◆ Brief ◆
Quote the whole listing word for word. Do not include the pictures.

◆ Extracted records ◆
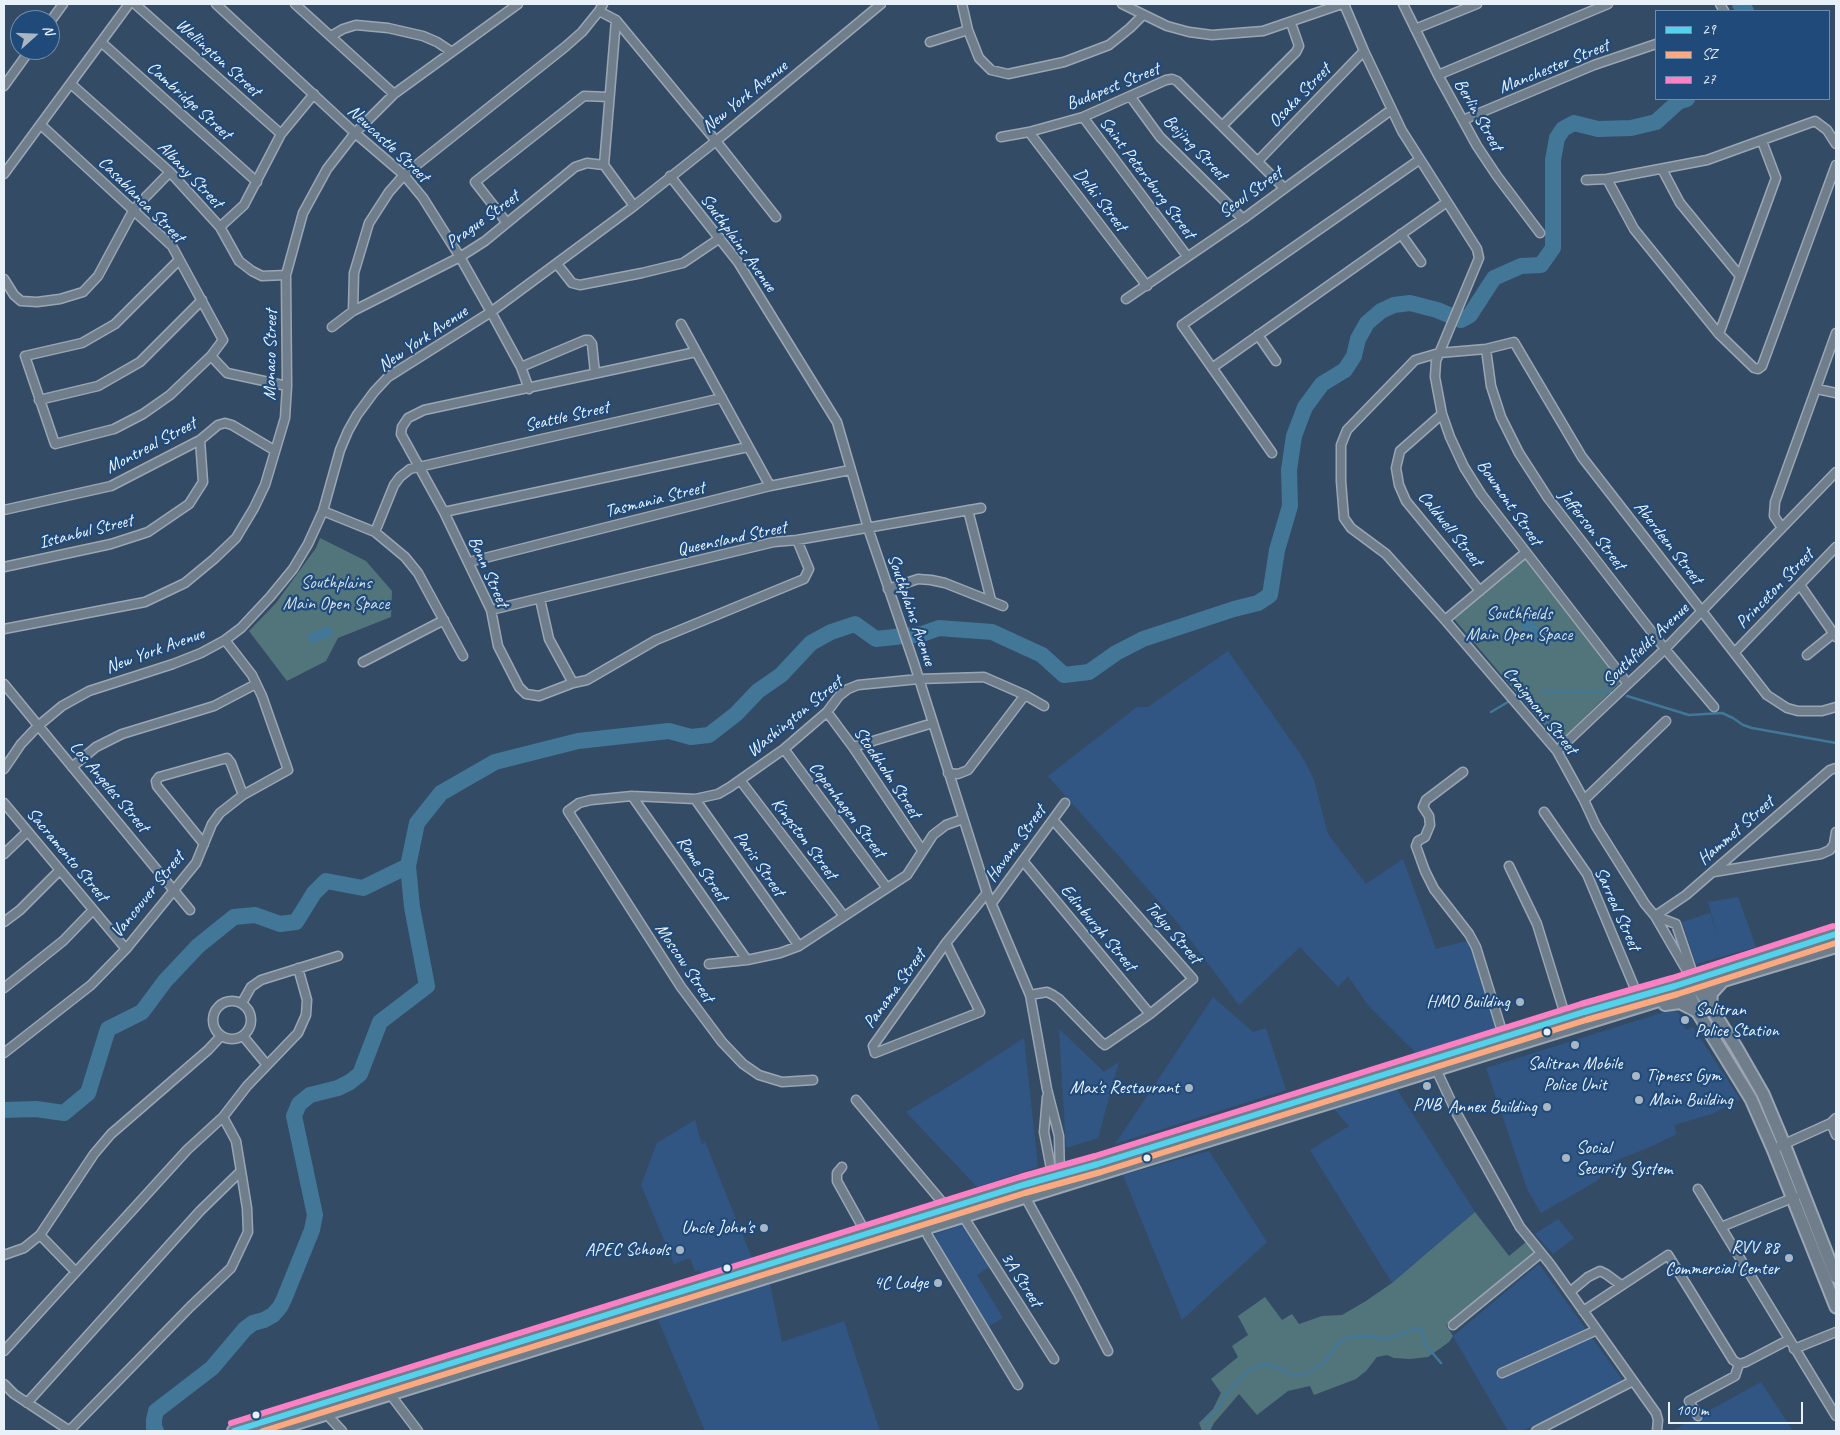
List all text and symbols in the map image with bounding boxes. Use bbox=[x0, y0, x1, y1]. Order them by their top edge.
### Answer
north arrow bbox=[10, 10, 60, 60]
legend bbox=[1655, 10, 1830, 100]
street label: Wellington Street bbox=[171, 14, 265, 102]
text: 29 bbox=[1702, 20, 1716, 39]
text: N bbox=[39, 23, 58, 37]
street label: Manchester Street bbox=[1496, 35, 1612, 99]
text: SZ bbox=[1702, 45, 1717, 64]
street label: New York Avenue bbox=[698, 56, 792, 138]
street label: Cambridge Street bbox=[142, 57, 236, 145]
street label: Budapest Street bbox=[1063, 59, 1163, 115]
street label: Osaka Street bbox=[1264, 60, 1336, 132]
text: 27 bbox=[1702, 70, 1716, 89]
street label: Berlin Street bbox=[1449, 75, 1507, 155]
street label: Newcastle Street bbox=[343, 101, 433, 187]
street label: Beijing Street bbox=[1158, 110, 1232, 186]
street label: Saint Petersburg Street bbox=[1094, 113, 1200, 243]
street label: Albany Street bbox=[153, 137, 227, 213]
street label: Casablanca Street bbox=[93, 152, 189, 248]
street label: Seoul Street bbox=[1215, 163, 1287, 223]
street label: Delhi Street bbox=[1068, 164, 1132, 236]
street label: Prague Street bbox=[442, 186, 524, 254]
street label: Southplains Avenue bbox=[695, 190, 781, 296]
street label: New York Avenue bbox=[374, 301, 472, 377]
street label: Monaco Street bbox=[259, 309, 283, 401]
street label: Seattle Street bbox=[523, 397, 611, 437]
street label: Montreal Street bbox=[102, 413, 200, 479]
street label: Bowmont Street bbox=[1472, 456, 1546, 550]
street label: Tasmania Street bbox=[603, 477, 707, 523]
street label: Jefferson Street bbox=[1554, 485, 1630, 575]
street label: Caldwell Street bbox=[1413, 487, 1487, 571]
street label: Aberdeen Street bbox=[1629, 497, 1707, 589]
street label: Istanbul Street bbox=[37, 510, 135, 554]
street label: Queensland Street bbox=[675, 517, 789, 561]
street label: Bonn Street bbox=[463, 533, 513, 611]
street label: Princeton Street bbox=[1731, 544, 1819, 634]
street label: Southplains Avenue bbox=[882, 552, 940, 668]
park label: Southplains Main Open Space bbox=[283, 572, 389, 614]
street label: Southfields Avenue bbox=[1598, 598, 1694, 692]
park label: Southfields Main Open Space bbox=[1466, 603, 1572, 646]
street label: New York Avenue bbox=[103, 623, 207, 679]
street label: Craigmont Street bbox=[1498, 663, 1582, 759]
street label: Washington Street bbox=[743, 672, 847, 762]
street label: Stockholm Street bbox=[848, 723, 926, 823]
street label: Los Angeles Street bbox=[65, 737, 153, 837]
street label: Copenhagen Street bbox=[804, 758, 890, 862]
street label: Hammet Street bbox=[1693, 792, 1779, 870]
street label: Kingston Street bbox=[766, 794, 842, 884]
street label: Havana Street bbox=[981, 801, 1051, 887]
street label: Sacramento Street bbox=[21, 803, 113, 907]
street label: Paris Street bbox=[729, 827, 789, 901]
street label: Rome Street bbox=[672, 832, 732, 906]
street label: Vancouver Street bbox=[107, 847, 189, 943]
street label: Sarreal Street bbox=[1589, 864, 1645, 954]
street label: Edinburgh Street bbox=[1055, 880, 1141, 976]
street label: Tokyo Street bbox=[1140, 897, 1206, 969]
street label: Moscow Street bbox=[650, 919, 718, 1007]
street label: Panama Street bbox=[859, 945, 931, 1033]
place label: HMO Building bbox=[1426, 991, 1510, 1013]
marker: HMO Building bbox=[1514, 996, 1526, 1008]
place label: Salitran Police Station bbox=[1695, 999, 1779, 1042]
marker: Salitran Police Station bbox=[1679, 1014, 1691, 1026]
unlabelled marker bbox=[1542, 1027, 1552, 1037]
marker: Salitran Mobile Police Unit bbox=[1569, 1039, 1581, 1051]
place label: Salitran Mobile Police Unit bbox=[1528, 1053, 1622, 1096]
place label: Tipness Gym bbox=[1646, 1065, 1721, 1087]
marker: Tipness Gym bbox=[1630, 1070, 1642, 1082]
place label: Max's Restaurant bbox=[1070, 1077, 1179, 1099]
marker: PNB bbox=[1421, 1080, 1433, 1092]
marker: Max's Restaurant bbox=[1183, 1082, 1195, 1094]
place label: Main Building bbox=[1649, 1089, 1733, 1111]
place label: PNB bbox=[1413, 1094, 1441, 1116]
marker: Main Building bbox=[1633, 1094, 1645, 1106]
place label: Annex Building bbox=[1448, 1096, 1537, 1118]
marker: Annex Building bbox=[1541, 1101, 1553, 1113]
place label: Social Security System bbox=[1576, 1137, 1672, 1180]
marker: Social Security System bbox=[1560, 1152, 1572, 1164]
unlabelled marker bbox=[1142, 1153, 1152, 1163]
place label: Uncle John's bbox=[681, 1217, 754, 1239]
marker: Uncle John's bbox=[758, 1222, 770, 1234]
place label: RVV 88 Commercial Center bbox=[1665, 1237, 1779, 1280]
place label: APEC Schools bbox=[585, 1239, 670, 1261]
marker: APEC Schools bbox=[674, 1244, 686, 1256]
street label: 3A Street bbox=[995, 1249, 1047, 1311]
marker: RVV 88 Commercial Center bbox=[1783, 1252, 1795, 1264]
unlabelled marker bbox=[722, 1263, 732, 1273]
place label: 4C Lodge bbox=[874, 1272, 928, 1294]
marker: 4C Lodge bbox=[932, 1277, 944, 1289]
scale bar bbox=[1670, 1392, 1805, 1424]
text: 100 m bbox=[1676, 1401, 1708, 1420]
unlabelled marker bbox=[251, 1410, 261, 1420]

◆ Exercise result ◆
List all text and symbols in the map image with bounding boxes. Use bbox=[x0, y0, x1, y1]. Order them by their top edge.
### Answer
north arrow bbox=[10, 10, 60, 60]
legend bbox=[1655, 10, 1830, 100]
street label: Wellington Street bbox=[171, 14, 265, 102]
text: 29 bbox=[1702, 20, 1716, 39]
text: N bbox=[39, 23, 58, 37]
street label: Manchester Street bbox=[1496, 35, 1612, 99]
text: SZ bbox=[1702, 45, 1717, 64]
street label: New York Avenue bbox=[698, 56, 792, 138]
street label: Cambridge Street bbox=[142, 57, 236, 145]
street label: Budapest Street bbox=[1063, 59, 1163, 115]
street label: Osaka Street bbox=[1264, 60, 1336, 132]
text: 27 bbox=[1702, 70, 1716, 89]
street label: Berlin Street bbox=[1449, 75, 1507, 155]
street label: Newcastle Street bbox=[343, 101, 433, 187]
street label: Beijing Street bbox=[1158, 110, 1232, 186]
street label: Saint Petersburg Street bbox=[1094, 113, 1200, 243]
street label: Albany Street bbox=[153, 137, 227, 213]
street label: Casablanca Street bbox=[93, 152, 189, 248]
street label: Seoul Street bbox=[1215, 163, 1287, 223]
street label: Delhi Street bbox=[1068, 164, 1132, 236]
street label: Prague Street bbox=[442, 186, 524, 254]
street label: Southplains Avenue bbox=[695, 190, 781, 296]
street label: New York Avenue bbox=[374, 301, 472, 377]
street label: Monaco Street bbox=[259, 309, 283, 401]
street label: Seattle Street bbox=[523, 397, 611, 437]
street label: Montreal Street bbox=[102, 413, 200, 479]
street label: Bowmont Street bbox=[1472, 456, 1546, 550]
street label: Tasmania Street bbox=[603, 477, 707, 523]
street label: Jefferson Street bbox=[1554, 485, 1630, 575]
street label: Caldwell Street bbox=[1413, 487, 1487, 571]
street label: Aberdeen Street bbox=[1629, 497, 1707, 589]
street label: Istanbul Street bbox=[37, 510, 135, 554]
street label: Queensland Street bbox=[675, 517, 789, 561]
street label: Bonn Street bbox=[463, 533, 513, 611]
street label: Princeton Street bbox=[1731, 544, 1819, 634]
street label: Southplains Avenue bbox=[882, 552, 940, 668]
park label: Southplains Main Open Space bbox=[283, 572, 389, 614]
street label: Southfields Avenue bbox=[1598, 598, 1694, 692]
park label: Southfields Main Open Space bbox=[1466, 603, 1572, 646]
street label: New York Avenue bbox=[103, 623, 207, 679]
street label: Craigmont Street bbox=[1498, 663, 1582, 759]
street label: Washington Street bbox=[743, 672, 847, 762]
street label: Stockholm Street bbox=[848, 723, 926, 823]
street label: Los Angeles Street bbox=[65, 737, 153, 837]
street label: Copenhagen Street bbox=[804, 758, 890, 862]
street label: Hammet Street bbox=[1693, 792, 1779, 870]
street label: Kingston Street bbox=[766, 794, 842, 884]
street label: Havana Street bbox=[981, 801, 1051, 887]
street label: Sacramento Street bbox=[21, 803, 113, 907]
street label: Paris Street bbox=[729, 827, 789, 901]
street label: Rome Street bbox=[672, 832, 732, 906]
street label: Vancouver Street bbox=[107, 847, 189, 943]
street label: Sarreal Street bbox=[1589, 864, 1645, 954]
street label: Edinburgh Street bbox=[1055, 880, 1141, 976]
street label: Tokyo Street bbox=[1140, 897, 1206, 969]
street label: Moscow Street bbox=[650, 919, 718, 1007]
street label: Panama Street bbox=[859, 945, 931, 1033]
place label: HMO Building bbox=[1426, 991, 1510, 1013]
marker: HMO Building bbox=[1514, 996, 1526, 1008]
place label: Salitran Police Station bbox=[1695, 999, 1779, 1042]
marker: Salitran Police Station bbox=[1679, 1014, 1691, 1026]
unlabelled marker bbox=[1542, 1027, 1552, 1037]
marker: Salitran Mobile Police Unit bbox=[1569, 1039, 1581, 1051]
place label: Salitran Mobile Police Unit bbox=[1528, 1053, 1622, 1096]
place label: Tipness Gym bbox=[1646, 1065, 1721, 1087]
marker: Tipness Gym bbox=[1630, 1070, 1642, 1082]
place label: Max's Restaurant bbox=[1070, 1077, 1179, 1099]
marker: PNB bbox=[1421, 1080, 1433, 1092]
marker: Max's Restaurant bbox=[1183, 1082, 1195, 1094]
place label: Main Building bbox=[1649, 1089, 1733, 1111]
place label: PNB bbox=[1413, 1094, 1441, 1116]
marker: Main Building bbox=[1633, 1094, 1645, 1106]
place label: Annex Building bbox=[1448, 1096, 1537, 1118]
marker: Annex Building bbox=[1541, 1101, 1553, 1113]
place label: Social Security System bbox=[1576, 1137, 1672, 1180]
marker: Social Security System bbox=[1560, 1152, 1572, 1164]
unlabelled marker bbox=[1142, 1153, 1152, 1163]
place label: Uncle John's bbox=[681, 1217, 754, 1239]
marker: Uncle John's bbox=[758, 1222, 770, 1234]
place label: RVV 88 Commercial Center bbox=[1665, 1237, 1779, 1280]
place label: APEC Schools bbox=[585, 1239, 670, 1261]
marker: APEC Schools bbox=[674, 1244, 686, 1256]
street label: 3A Street bbox=[995, 1249, 1047, 1311]
marker: RVV 88 Commercial Center bbox=[1783, 1252, 1795, 1264]
unlabelled marker bbox=[722, 1263, 732, 1273]
place label: 4C Lodge bbox=[874, 1272, 928, 1294]
marker: 4C Lodge bbox=[932, 1277, 944, 1289]
scale bar bbox=[1670, 1392, 1805, 1424]
text: 100 m bbox=[1676, 1401, 1708, 1420]
unlabelled marker bbox=[251, 1410, 261, 1420]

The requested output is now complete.